*WORK INSTRUCTION*
Work through the data line by line, gathering every line that has the word "image".

##### GIVEN RECORDS

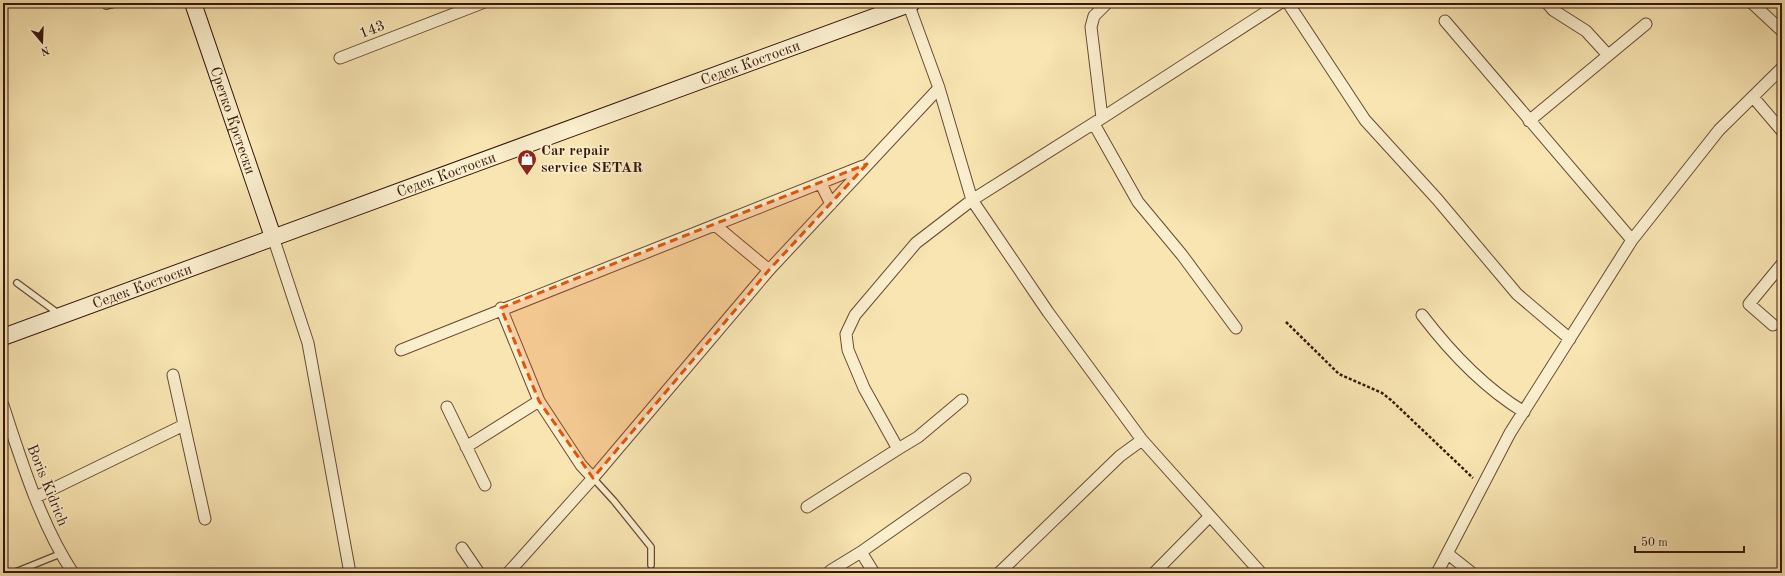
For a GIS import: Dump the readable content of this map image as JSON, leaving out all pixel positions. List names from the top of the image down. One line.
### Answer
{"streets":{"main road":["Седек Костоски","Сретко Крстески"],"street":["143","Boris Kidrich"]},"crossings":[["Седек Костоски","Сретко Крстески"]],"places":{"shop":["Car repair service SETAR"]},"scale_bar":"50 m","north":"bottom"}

##########
##### GIVEN RECORDS

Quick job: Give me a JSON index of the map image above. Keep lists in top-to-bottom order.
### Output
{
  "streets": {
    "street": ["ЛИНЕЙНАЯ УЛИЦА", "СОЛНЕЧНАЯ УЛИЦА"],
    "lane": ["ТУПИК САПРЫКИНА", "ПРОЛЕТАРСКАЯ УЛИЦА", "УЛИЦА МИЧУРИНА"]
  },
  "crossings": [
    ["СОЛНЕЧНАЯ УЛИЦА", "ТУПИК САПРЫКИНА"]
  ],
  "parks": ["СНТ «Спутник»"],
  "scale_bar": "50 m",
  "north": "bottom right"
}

##########

*TASK ANSWER*
For a GIS import: Dump the readable content of this map image as JSON, leaving out all pixel positions. List names from the top of the image down. One line.
Quick job: Give me a JSON index of the map image above. Keep lists in top-to-bottom order.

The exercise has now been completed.